Problem to work on >>
Write only the number of lines below in which "stream" occurs.

Stored items
********************

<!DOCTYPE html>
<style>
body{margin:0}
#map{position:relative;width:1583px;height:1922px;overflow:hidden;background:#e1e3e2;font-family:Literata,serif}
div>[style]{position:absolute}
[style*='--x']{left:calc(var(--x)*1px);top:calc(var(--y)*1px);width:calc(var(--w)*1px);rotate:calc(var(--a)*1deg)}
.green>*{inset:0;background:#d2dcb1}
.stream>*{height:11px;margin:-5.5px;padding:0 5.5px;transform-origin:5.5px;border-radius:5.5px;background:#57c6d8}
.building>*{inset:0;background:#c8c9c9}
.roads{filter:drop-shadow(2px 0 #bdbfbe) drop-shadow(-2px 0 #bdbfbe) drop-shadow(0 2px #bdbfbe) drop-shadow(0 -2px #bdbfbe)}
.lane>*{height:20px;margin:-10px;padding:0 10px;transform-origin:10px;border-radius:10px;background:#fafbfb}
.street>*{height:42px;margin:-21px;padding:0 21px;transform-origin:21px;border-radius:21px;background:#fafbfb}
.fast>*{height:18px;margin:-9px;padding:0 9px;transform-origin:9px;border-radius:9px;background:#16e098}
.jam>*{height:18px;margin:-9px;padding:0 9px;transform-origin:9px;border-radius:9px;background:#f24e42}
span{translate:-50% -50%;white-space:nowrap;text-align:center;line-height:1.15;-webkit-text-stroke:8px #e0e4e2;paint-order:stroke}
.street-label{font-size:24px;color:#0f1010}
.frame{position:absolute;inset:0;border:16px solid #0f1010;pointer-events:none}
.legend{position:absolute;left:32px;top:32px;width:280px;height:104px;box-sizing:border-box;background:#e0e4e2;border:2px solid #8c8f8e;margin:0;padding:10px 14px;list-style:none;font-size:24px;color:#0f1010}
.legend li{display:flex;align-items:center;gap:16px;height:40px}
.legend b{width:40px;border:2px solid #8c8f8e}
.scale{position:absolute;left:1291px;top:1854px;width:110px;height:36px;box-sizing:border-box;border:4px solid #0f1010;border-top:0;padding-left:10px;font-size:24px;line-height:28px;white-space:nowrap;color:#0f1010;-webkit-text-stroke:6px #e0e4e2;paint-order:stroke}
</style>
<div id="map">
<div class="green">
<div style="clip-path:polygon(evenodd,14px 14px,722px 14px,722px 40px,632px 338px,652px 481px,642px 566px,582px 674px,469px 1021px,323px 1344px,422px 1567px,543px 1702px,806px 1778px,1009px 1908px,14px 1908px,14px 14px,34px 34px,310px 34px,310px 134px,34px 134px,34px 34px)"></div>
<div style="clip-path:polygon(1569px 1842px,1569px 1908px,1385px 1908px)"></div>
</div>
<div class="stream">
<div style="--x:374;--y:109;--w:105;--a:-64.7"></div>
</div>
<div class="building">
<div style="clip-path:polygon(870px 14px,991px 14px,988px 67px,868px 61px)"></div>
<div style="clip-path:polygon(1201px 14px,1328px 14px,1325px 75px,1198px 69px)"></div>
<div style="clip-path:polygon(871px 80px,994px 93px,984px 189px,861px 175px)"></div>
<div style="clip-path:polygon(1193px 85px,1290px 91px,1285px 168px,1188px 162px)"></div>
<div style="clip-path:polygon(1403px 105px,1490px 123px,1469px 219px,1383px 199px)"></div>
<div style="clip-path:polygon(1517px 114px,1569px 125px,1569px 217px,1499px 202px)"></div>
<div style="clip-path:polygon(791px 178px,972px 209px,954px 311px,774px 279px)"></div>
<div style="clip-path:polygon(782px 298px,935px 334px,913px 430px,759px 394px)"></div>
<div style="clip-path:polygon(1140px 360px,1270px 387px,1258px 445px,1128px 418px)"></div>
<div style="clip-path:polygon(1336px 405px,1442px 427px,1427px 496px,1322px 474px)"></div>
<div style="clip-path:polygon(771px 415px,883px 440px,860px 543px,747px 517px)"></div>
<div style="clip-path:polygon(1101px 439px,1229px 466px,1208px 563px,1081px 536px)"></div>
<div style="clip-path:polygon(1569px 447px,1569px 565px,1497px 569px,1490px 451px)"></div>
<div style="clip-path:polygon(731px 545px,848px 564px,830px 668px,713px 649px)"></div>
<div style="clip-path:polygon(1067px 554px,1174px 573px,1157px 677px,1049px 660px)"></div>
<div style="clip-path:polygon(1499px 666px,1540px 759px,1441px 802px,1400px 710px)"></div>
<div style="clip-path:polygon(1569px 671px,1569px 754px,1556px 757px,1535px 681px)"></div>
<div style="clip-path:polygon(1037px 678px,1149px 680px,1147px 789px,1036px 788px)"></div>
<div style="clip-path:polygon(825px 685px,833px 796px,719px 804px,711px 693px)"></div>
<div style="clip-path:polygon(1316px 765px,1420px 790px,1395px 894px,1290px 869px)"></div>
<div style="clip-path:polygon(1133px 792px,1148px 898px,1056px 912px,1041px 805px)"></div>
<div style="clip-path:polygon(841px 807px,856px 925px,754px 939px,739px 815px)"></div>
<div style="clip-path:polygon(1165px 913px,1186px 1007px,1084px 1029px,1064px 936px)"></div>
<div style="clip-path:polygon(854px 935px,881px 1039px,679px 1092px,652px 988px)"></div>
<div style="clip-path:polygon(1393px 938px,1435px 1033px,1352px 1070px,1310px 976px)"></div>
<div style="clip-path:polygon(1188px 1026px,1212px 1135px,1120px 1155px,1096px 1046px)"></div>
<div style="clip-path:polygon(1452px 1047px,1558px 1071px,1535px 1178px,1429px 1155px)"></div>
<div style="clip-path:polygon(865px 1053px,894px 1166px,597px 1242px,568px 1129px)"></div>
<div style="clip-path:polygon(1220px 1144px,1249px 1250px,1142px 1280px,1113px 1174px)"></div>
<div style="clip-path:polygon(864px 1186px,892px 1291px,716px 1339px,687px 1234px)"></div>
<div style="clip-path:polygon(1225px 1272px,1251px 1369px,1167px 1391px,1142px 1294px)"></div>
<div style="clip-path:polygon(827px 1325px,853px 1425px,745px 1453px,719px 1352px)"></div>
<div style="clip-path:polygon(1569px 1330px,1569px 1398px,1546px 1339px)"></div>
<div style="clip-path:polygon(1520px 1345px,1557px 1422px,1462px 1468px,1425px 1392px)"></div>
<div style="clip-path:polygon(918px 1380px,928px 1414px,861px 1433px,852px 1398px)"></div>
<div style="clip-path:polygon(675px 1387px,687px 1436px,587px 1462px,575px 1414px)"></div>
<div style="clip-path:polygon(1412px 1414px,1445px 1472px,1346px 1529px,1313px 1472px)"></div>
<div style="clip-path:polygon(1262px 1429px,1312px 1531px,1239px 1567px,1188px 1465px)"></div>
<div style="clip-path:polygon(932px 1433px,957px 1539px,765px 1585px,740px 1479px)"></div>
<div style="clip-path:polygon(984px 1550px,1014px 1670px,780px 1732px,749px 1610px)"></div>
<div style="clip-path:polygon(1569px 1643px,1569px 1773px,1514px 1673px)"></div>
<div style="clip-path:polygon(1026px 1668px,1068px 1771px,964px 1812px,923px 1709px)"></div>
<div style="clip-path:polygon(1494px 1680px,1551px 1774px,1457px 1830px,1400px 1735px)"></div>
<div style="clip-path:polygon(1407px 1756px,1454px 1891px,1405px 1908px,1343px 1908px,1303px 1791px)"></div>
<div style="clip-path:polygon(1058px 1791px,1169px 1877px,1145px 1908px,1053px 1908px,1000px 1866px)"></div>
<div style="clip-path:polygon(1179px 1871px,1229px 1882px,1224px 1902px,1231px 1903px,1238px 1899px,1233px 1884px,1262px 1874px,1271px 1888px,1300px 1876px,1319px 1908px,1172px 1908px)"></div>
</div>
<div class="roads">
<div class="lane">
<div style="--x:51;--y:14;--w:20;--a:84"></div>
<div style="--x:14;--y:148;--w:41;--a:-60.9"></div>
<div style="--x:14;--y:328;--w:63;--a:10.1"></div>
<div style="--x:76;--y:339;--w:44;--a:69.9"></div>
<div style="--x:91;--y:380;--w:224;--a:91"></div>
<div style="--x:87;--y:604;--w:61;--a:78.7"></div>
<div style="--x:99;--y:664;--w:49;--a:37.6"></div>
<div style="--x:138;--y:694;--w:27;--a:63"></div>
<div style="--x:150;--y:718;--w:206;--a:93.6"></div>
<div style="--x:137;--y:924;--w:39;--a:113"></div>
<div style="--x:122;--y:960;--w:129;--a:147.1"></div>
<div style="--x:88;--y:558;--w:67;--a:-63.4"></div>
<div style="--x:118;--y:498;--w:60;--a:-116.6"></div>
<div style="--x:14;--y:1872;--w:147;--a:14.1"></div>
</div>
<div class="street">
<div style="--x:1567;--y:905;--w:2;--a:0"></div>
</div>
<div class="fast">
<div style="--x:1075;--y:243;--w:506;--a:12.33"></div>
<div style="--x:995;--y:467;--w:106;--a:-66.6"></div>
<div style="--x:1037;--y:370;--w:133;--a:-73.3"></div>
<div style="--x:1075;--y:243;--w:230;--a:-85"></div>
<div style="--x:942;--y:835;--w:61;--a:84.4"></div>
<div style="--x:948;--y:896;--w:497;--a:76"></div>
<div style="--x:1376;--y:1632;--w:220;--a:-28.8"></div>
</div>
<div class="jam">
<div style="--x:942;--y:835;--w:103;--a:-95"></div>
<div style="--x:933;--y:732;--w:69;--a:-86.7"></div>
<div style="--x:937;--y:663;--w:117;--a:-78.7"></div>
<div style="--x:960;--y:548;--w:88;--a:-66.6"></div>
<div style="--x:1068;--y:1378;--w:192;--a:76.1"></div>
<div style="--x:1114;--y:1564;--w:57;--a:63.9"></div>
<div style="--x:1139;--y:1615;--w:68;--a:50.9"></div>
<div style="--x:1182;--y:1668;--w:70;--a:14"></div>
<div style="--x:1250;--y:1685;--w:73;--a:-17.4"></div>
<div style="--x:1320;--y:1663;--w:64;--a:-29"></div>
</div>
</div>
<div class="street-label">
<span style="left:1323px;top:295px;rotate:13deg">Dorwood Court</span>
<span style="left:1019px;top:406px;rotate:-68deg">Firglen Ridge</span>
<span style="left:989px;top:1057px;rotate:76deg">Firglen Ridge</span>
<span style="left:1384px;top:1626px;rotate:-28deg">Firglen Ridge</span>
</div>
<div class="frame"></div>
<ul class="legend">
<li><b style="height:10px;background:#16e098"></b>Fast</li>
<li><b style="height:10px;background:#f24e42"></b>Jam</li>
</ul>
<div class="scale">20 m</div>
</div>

********************

Response >>
2